Naturalmente, la historia de la selección del Congo no es así de simple, como explicó el propio Hudanski: "Para mí no fue sencillo, porque tuve que salir a la calle a buscar jugadores. En el Congo no hay una liga juvenil, y tuve que encontrarlos, conjuntarlos e intentar construir el equipo a partir de ahí. En esa situación estamos ahora mismo, y tuve que realizar un trabajo ímprobo. Simplemente no teníamos bastantes jugadores y construimos esta plantilla como se podría construir una casa, desde los cimientos hasta el techo".
Moral por las nubes
Así fue como descubrió a los centrocampistas Delvin
Ndinga y Cecil Filanckembo, junto con los delanteros Franchel Ibara
y Fabrice Nguessi, pero Hudanski recalcó: "Para mí no hay
ningún hombre que destaque especialmente, porque actualmente esto
es, por encima de todo, un equipo. La moral en el seno de la
plantilla está por las nubes. Estoy muy orgulloso por lo que hemos
conseguido en este trayecto en un espacio de tiempo tan breve, y no
debemos olvidar que hace apenas ocho años había una guerra en el
Congo".
Hudanski admitió que inculcar la necesaria disciplina dentro de un panorama tan en pañales fue "realmente difícil al principio", pero el técnico francés fue dando forma a una selección que iría creciendo hasta proclamarse campeona juvenil de África en su propio país. Su victoria por 1-0 en la final contra Nigeria, el pasado febrero en Brazzaville, significó asimismo el billete para Canadá 2007. "Fue una gran sorpresa incluso para mí", aseguró. "Nos enfrentábamos a las grandes selecciones de África, como Camerún, Nigeria y Gambia. Una vez que ganamos el campeonato, supe que aquí teníamos algo importante. Hice lo mismo cuando estaba en Camerún y también en China, así que sabía el tipo de trabajo que tenía que hacer".

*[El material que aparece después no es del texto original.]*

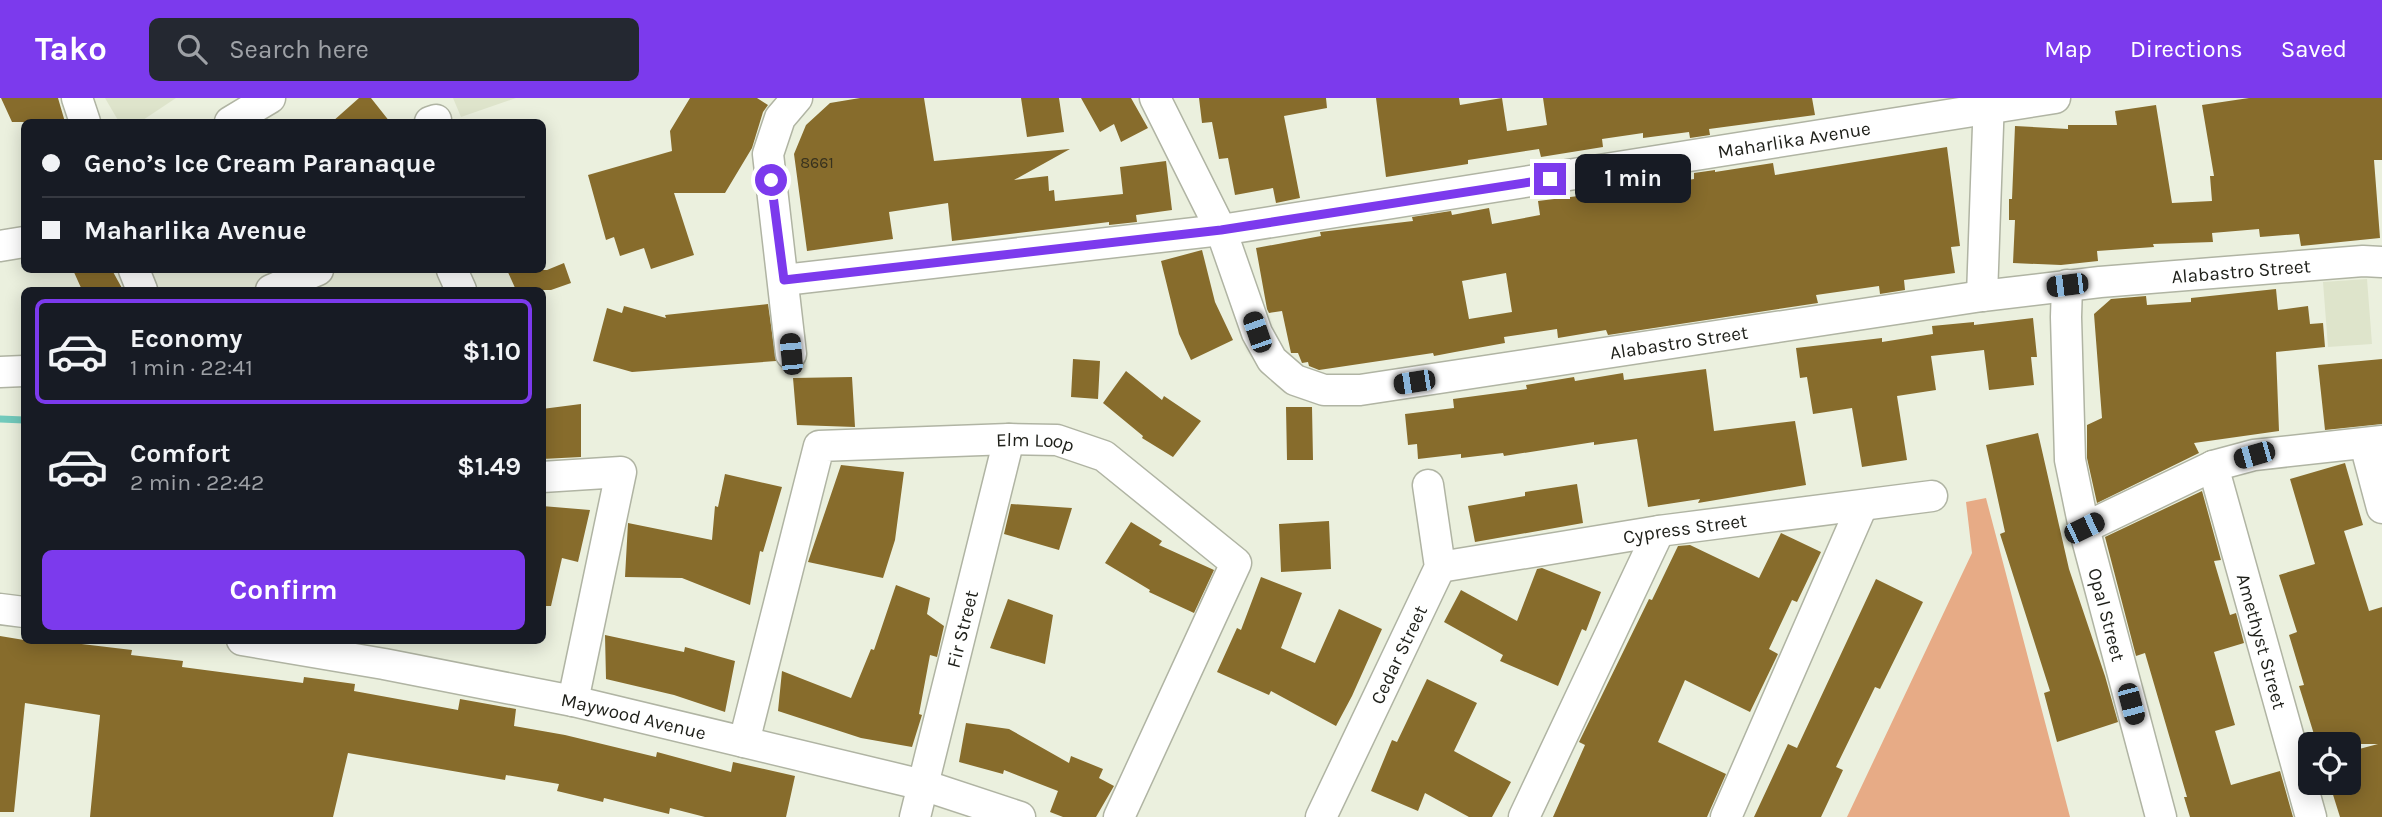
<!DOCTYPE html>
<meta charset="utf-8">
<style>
body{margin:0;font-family:Karla,sans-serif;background:#242831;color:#f1f3f6;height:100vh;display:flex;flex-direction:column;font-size:26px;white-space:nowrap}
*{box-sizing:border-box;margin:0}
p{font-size:23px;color:#9ea1a6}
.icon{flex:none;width:38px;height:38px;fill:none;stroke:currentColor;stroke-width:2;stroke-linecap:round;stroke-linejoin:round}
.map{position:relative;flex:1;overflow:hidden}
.panel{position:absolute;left:21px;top:189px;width:525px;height:357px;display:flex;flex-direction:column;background:#171b24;border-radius:10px;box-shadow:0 4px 18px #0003}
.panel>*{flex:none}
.top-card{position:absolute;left:21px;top:21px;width:525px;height:154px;border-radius:10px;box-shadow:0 4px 18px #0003;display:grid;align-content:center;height:154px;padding:0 21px;background:#171b24}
.fabs{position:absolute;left:2298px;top:634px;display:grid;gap:14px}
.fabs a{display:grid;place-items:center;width:63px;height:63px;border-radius:10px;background:#171b24;box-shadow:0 4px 18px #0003;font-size:35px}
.end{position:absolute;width:32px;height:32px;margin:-16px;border:9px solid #7c3aed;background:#fff;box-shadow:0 0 0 4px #fff}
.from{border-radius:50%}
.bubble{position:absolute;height:49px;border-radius:10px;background:#171b24;box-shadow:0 4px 18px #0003;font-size:23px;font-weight:700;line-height:49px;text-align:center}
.car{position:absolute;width:21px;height:42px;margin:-21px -10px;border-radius:9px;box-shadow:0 0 5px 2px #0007;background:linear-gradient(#222 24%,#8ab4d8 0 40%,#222 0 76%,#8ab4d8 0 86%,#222 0)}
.top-card b{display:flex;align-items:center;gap:24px;height:66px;font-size:26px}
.top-card b+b{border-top:2px solid #363941}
.top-card i{width:18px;height:18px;background:#f1f3f6}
ul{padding:12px 0 0;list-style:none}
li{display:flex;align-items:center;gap:21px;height:105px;margin:0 14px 10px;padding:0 7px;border:4px solid transparent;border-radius:10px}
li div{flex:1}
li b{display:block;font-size:26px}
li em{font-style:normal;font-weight:700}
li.on{border-color:#7c3aed}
li>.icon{width:63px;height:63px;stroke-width:1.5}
.action{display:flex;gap:14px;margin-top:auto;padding:14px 21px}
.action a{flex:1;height:80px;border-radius:10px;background:#7c3aed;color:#fff;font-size:28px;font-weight:700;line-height:80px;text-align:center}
header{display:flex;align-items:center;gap:42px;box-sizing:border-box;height:98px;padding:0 35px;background:#7c3aed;color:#fff}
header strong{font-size:33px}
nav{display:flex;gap:38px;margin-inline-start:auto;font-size:24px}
.search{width:490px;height:63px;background:#242831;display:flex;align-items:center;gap:18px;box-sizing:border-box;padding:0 24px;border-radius:10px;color:#9ea1a6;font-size:26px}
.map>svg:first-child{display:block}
</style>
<header>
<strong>Tako</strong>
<div class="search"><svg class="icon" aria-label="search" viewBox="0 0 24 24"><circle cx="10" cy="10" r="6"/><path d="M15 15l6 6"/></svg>Search here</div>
<nav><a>Map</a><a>Directions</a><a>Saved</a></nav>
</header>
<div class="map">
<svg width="2382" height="719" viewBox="0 0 2382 719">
<rect width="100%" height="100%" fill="#ebf0de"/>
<!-- built -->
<path fill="#dee4cb" d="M105,0h71l-36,24h-21z
M453,0h63l-55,19z
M2367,181l5,65 -44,3 -5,-65z"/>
<!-- green -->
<path fill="#e7ab86" d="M1986,400l84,319h-223l125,-264 -6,-51z"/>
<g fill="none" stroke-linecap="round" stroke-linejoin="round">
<!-- stream -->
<path stroke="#72cabc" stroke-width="7" d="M0,321l24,1"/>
</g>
<!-- building -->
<path fill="#876c2c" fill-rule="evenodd" d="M1,0h57l7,24h-53z
M359,0h12l19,24h-58z
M690,0h67l11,7 -5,7 -11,36 -27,45h-51l20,62 -43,14 -7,-21 -24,8 -6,-19 -8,3 -18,-65 84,-24 -2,-20z
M860,0h64l10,63 136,-12 -56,31 34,-4 1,15 5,-1 1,11 68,-7 -3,-27 46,-6 6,49 -36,5 1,7 -28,3v-3l-157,19 -4,-38 -59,9 4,27 -86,12 -13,-97 12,-29 24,-22z
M1021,0h38l5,34 -37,5z
M1081,0h50l17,30 -27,14 -7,-18 -14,8z
M1199,0h127l1,10 -43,8 16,82 -24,5 -3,-15 -38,7 -7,-37 -9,1 -7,-37 -10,1z
M1376,0h83l1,7 42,-7 5,33 40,-6 -4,-27h269l3,17 -106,14 1,6 -20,3 -1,-6 -46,6v-5l-41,6 1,8 -62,10 -2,-8 -71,11v4l-82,13z
M2249,0h133v62h-8l6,78 -79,8 -2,-12 -39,3 -1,-8 -47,4 1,9 -60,2 1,3 -57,4 1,10 -37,4 -48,-2 2,-43h-6v-21h3l3,-73 53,3v-4h49l-2,-14 41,-6 16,98 40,-2 -2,-25h4l-12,-71z
M1947,49l13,99 -9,1 4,26 -51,7 1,10 -25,4 -1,-8 -63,9 2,8 -210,32 -2,-5 -48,8 -1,-9 -53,8 1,6 -50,9 -21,4 -1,-3 -114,17 -10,-4 -1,-4 -6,1 -4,-10h-7l-9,-42 -13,2 -2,-4 -11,-61 65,-12 -1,-4 93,-11 -1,-4 39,-6 1,4 37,-7 3,16 48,-9 -2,-14 89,-11 67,-11v-6l21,-3v2l58,-9 2,12zM1506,175l6,39 -43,7 -7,-38z
M1202,152l13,52 18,38 -42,20 -12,-26 -18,-73z
M564,165l7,20 -20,7h-35l-9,-20h40z
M73,172h39l11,20h-41z
M2276,191l2,21 30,-4 2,18 13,-1 2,24 -49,5 3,79 -85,12 5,10 -102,50 -10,-45v-33l15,-7 -8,-104 17,-15 35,-3 1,9 44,-3v-4z
M768,206l8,57 -144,11 -39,-11 14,-53 15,5 2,-7 42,12 -1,-3z
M2033,220l4,39h-6l3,28 -45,5 -5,-40 -53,6 5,34 -39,6 10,64 -45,7 -10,-59 -39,6 -6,-37 -7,1 -4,-30 86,-10v4l51,-8 -1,-8 42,-4v3z
M1073,261l27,2 -2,38 -27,-2z
M2382,261v65l-57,6 -7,-65z
M1706,271l8,62 81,-10 11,64 -108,18 2,-4 -52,8 -11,-68 -43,6v-3l-90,14 -1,-3 -42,5v-4l-43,5 -1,-15 -9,1 -3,-31 49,-6 -1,-9 74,-10 -1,-4 48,-8 1,4 48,-8 1,7z
M1126,273l36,29 2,-4 37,25 -28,36 -31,-19 1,-2 -40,-33z
M852,279l3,50 -58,-2 -4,-47z
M581,306v53l-39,2v-50z
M1286,309h26l1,53h-26z
M2038,335l31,136 36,107 13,46 -61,20 -13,-49 6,-2 -50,-157 5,-2 -19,-87z
M2345,365l18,62 -19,6 25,80 13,-4v210h-42l-11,-35h19v-30l30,-8h-61l-18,-58 5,-1 -15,-50 8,-3 -18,-57 36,-11 -25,-85z
M841,367l63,7 -9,68 -12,38 -75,-16z
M725,376l57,13 -19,65 -3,-1 -10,54 -68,-27 -57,-1 3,-54 84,17 3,-34 3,1z
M1577,386l6,39 -108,19 -7,-36 57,-10v-4z
M2202,393l19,69 -7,1 16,54 6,-2 8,30 -30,9 21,73 -20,6 16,54 49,-14 13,46h-103l-6,-20h3l-42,-144 -9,3 -31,-119z
M1011,406l61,4 -13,42 -55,-16z
M542,408l48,4 -12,52 -16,-4 -11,48h-9z
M1329,423l2,48 -50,3 -2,-48z
M1131,424l31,19 -3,4 55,25 -20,43 -45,-21 1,-2 -45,-27z
M1781,435l40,19 -24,50 -5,-2 -23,49 9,5 -28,58 -65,-32 -27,62 68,32 -19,43h-154l32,-72 -6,-3 70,-143 3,1 26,-54 12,-1 69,33z
M1542,470l59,24 -15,39 -4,-2 -24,57 -58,-25 3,-6 -59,-33 17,-32 56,31 20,-52z
M1261,479l41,16 -21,55 34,15 24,-54 43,20 -30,67 -16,30 -65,-35 -2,4 -52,-23 20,-44 4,2z
M1876,481l47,23 -43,87 -5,-2 -39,80 7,3 -22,47h-67l34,-73 9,4z
M896,487l34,13 -3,16 17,12 -7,31 -7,-2 -11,59 3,1 -10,32 -51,-9 -83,-27 4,-40 69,27 20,-49 3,1z
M1008,501l45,16 -8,49 -55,-16z
M605,537l79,17 1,-5 50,14 -10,51 -51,-17 -68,-16z
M0,538l24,4h24l84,10 -1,5 52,6 -1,6 84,11 37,5 1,-6 51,7 -1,7 104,19 2,-11 56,10 -2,17 51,9 91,22 1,-5 74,20 2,-10 62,14 -9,41h-81l-35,-9 -1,6 -65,-16 -1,4 -46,-11 2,-7 -53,-9 -1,5 -157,-27 -15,64h-243l10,-102 -75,-12 -11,109h-14z
M1427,581l50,24 -23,48 57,31 -19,35h-23l-44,-24 -7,18 -47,-20 21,-51 5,2z
M966,625l43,6 60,34 2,-7 32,13 -4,9 15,8 -18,31h-33l-13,-5 8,-21 -54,-21 -1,4 -44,-12z"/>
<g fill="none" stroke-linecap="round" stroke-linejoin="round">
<defs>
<g id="minor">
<path d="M77,0l8,24"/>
<path id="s1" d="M1155,0l66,132 36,103 15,27 23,20 29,10h36l622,-94 118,-14 263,-21 19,1"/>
<path d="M230,24l40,-24"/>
<path d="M430,24l6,-2"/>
<path d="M0,148l24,-4"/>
<path d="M134,172l8,20"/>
<path d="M452,172l9,20"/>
<path id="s2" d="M784,182l437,-50 834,-132"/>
<path id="s3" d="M2067,187l-1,32 4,143 14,68 77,289"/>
<path d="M271,192l47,-20"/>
<path d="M1982,198l7,-198"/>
<path d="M791,256l-23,-200 12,-36 17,-20"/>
<path d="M0,274l24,-1"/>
<path d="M2365,346l17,64"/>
<path id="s4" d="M2213,368l98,351"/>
<path d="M542,379l79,-5 -48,229"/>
<path d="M2084,430l129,-62 41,-11 128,-14"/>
<path id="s5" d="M1440,469l219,-36 273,-35"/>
<path d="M0,511l24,3"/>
<path id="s6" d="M242,542l142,24 189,37 350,84 97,32"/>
<path id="s7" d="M744,644l75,-296 190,-7 48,1 47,16 132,107 -117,254"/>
<path id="s8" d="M915,719l94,-378"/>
<path id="s9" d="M1321,719l119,-250 -12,-82"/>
<path d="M1524,719l135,-286"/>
<path d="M1726,719l136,-311"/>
</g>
</defs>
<!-- minor casing -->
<use href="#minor" stroke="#b0b4a3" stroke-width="33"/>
<!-- minor -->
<use href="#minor" stroke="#fff" stroke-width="30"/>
</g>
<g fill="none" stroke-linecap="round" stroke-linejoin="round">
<!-- route -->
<path stroke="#7c3aed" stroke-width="9" d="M771,82l13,100 437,-50 329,-51"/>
</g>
<g text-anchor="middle" stroke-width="5" stroke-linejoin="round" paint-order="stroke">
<!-- number labels -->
<g font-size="16" fill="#38321e">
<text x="817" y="70">8661</text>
</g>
<!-- street labels -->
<g font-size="19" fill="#1e1f19" stroke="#f9fdeb">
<text dy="7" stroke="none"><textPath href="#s2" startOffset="1020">Maharlika Avenue</textPath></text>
<text dy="7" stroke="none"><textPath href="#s1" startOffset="1274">Alabastro Street</textPath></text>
<text dy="7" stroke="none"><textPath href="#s1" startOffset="707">Alabastro Street</textPath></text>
<text dy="7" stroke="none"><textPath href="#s7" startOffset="522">Elm Loop</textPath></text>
<text dy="7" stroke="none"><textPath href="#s5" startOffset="248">Cypress Street</textPath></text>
<text dy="7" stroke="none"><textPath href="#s3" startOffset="334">Opal Street</textPath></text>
<text dy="7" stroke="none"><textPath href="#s8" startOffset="194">Fir Street</textPath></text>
<text dy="7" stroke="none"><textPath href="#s4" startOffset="182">Amethyst Street</textPath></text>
<text dy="7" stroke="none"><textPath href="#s9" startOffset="180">Cedar Street</textPath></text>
<text dy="7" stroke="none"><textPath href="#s6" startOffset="399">Maywood Avenue</textPath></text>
</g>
</g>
</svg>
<div class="fabs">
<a><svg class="icon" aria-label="locate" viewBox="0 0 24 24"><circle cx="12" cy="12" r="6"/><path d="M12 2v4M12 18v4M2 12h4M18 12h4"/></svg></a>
</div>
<i class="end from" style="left:771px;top:82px"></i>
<i class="end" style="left:1550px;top:81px"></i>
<div class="bubble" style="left:1575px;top:56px;width:116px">1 min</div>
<i class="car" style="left:2067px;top:187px;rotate:263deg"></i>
<i class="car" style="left:1257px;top:234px;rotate:341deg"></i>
<i class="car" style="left:791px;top:256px;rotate:355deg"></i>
<i class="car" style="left:1414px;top:284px;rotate:261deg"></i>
<i class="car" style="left:2254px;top:357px;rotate:254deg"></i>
<i class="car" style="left:2084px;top:430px;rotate:64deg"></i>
<i class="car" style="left:2131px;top:606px;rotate:165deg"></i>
<div class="top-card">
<b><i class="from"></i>Geno’s Ice Cream Paranaque</b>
<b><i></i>Maharlika Avenue</b>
</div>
<section class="panel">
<ul>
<li class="on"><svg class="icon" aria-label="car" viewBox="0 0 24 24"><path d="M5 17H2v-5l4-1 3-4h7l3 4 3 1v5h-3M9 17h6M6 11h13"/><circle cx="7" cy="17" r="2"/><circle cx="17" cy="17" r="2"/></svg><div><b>Economy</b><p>1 min · 22:41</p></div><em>$1.10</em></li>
<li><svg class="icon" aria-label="car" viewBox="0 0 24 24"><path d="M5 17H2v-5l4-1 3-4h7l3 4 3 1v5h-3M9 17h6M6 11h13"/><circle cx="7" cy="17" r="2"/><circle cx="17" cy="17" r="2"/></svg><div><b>Comfort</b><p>2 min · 22:42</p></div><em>$1.49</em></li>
</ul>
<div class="action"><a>Confirm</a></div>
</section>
</div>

La recompensa final a todo ese esfuerzo es la primera presencia del Congo en la cita mundialista sub-20. Tras quedar encuadrado en el mismo grupo que Chile, Canadá y Austria, Hudanski sabe que el trabajo más duro empieza de cero a partir de ahora. El primer escollo será Austria, este lunes en el Estadio de la Commonwealth de Edmonton. Y, al no estar presente Camerún en esta fase final, cabe asegurar que los congoleños gozarán al menos de un seguidor famoso, con Samuel Eto'o dándoles ánimos para que lo hagan bien. Con aficionados así, la selección del Congo podría resultar muy difícil de batir.